SeaWorld attendance sinks despite discounts
Attendance, profit and revenue slipped in the second quarter for embattled amusement park operator SeaWorld Entertainment.
The company acknowledged lingering “brand challenges” in California and blamed the earlier timing of Easter and heavy rain in Texas for its second-quarter performance.
It has been battered by a wave of negative publicity following the 2013 documentary Blackfish, which raised questions about the treatment of killer whales and their interactions with trainers at the company’s parks.
Despite discounts, promotions and a marketing campaign to improve its image, attendance fell 2% to 6.48 million compared to the same period a year ago. Net income plummeted 85% to $5.8 million. Revenue declined 3% to $391.6 million.

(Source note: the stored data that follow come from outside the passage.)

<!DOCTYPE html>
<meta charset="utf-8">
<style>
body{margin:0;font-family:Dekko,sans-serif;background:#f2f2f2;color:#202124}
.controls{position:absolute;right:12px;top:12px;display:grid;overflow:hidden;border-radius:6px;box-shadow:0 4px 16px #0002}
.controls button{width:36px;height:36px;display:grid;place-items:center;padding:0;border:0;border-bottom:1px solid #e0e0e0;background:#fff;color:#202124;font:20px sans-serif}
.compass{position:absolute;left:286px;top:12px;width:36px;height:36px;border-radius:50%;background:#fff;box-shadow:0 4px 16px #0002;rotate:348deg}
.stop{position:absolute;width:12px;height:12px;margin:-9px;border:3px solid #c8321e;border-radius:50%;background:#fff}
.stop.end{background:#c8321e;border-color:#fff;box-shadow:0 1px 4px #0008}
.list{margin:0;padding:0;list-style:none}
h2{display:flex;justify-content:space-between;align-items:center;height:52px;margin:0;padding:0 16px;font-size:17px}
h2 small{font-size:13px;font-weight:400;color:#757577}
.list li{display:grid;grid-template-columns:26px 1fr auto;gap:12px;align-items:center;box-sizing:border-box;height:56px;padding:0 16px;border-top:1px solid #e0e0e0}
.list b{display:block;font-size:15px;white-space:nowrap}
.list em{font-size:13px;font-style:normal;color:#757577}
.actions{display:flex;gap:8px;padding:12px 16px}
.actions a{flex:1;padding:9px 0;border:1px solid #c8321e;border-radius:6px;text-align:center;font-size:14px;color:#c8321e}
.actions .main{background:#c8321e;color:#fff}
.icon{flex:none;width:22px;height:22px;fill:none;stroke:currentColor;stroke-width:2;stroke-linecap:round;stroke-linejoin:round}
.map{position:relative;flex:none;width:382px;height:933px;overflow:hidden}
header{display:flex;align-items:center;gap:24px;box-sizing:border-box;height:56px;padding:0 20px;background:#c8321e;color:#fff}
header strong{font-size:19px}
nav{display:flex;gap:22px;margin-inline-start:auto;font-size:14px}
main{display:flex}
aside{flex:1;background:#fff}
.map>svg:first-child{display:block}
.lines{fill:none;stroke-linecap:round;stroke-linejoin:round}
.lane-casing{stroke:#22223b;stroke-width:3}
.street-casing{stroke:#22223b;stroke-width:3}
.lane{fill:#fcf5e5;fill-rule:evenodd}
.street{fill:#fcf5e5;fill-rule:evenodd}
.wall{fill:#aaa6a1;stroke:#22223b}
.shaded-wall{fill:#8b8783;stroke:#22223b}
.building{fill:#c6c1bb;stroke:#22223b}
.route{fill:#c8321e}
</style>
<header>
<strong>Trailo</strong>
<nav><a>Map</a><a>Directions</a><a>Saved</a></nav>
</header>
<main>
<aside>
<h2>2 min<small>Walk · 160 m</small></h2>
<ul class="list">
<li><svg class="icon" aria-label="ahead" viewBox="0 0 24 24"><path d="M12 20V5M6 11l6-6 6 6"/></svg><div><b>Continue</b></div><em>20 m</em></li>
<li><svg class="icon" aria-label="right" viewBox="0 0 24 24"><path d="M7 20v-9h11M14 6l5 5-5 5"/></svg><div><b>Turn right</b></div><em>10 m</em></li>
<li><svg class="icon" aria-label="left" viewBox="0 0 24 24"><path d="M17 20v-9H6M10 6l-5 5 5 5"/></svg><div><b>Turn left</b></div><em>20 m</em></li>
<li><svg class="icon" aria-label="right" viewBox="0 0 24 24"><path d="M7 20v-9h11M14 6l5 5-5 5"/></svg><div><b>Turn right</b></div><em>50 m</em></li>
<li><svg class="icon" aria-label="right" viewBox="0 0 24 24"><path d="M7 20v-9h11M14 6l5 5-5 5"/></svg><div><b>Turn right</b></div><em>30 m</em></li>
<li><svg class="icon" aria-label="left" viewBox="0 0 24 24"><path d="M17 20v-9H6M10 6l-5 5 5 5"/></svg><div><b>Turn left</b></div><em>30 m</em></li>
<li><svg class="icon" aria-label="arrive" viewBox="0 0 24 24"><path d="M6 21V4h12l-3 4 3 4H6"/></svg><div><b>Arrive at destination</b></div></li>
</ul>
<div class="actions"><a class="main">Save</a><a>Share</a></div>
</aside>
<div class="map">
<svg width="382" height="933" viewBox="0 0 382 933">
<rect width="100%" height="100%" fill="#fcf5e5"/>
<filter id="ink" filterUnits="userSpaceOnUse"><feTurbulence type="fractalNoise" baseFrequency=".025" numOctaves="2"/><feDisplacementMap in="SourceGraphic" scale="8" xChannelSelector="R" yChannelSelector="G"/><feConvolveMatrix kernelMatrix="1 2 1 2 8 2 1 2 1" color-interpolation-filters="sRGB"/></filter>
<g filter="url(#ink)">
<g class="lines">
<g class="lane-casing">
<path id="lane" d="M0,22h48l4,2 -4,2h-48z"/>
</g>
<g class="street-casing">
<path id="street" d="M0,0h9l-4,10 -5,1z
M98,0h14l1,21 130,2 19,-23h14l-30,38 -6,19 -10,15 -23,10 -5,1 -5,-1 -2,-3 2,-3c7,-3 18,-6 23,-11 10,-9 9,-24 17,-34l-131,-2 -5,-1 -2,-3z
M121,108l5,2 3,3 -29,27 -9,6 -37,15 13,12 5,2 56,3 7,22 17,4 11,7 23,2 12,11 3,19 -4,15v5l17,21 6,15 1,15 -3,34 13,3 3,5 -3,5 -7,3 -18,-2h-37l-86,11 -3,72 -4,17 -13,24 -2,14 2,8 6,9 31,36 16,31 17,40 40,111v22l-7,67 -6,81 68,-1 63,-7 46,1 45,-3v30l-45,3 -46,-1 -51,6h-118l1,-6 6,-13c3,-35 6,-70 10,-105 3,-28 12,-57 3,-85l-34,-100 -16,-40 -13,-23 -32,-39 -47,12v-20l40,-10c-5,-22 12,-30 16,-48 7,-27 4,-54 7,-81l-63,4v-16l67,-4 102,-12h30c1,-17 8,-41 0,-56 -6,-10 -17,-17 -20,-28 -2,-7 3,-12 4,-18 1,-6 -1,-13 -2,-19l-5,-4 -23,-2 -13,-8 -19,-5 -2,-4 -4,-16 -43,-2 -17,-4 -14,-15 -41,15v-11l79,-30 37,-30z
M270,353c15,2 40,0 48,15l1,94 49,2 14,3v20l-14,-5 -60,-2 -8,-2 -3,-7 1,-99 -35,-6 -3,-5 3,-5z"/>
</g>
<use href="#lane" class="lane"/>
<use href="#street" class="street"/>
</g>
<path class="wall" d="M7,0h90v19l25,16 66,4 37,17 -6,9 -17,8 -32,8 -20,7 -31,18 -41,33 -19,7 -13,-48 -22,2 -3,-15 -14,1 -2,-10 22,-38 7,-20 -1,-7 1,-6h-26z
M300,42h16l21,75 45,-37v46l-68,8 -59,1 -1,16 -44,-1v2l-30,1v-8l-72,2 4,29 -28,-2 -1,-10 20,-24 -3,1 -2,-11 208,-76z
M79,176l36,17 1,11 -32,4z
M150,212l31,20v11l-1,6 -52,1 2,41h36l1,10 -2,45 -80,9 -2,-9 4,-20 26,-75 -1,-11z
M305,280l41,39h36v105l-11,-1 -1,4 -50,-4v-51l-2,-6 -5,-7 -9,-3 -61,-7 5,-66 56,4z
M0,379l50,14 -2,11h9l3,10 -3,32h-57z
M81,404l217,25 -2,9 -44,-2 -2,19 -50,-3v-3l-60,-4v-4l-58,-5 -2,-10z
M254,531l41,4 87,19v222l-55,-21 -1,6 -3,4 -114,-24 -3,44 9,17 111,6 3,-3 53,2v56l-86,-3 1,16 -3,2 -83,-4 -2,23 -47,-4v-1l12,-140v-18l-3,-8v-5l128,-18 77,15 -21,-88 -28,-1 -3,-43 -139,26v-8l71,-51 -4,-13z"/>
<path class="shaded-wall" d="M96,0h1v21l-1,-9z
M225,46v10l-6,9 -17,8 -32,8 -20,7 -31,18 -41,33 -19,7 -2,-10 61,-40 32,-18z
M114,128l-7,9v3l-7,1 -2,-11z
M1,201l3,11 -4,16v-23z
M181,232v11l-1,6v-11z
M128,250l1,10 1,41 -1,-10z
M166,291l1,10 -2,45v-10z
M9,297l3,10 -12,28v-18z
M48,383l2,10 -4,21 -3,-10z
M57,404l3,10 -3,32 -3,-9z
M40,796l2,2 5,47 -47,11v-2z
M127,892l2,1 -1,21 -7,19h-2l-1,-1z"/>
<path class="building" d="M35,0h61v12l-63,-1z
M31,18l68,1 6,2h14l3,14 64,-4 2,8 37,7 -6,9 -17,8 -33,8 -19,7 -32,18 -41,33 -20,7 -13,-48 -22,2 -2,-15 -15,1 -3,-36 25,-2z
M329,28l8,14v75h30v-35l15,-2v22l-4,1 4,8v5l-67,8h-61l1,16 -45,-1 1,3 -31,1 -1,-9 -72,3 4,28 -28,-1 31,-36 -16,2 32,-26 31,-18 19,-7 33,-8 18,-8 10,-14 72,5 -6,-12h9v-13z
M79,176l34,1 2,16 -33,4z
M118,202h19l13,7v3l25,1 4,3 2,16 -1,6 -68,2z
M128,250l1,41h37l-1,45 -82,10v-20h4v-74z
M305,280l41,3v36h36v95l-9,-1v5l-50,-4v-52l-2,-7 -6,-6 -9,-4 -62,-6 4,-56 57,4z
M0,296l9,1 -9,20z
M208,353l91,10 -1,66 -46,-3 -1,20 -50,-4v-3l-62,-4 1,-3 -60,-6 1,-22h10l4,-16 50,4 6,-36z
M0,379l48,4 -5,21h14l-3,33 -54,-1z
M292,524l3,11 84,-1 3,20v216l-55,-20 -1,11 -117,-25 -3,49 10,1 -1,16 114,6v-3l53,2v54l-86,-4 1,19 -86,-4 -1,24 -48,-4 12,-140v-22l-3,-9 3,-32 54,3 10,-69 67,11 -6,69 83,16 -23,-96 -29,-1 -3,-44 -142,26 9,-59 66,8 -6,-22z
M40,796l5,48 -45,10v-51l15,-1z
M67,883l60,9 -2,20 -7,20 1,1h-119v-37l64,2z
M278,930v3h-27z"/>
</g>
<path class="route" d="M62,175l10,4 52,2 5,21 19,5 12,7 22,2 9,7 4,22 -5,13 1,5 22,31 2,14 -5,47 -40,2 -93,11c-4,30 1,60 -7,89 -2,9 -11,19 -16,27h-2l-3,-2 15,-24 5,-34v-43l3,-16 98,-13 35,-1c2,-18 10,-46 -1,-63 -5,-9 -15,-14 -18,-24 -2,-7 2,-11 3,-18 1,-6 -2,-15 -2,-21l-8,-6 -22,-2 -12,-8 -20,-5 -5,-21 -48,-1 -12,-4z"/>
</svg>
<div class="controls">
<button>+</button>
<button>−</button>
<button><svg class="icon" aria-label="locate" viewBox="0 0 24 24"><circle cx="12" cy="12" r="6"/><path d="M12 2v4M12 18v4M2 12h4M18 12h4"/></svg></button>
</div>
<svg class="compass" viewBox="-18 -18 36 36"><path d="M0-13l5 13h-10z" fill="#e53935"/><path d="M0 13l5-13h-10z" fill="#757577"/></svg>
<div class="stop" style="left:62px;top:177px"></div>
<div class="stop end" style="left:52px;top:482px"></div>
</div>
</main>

SeaWorld’s stock declined by more than 5% in pre-market trading but recovered and finished up about 1% at $18.14. The company noted it still plans to meet its profit target for the year.
Company CEO Joel Manby said on a conference call he would outline a new strategic vi- sion for the company at a special event Nov. 6. Manby, who joined the company four months ago to rehabilitate operations, has been slashing spending and investing in a marketing campaign to improve the company’s image.
Manby said a soon-to-open shark-themed exhibit at the company’s park in Orlando and the area’s “biggest, tallest, longest, fastest coaster,” set to open in 2016, will boost attendance despite a competitive market.
The company will also open an exhibit in San Antonio that will allow customers to swim with dolphins in a “naturalistic” setting, Manby said. “I am confident that we are stabilizing,” he said.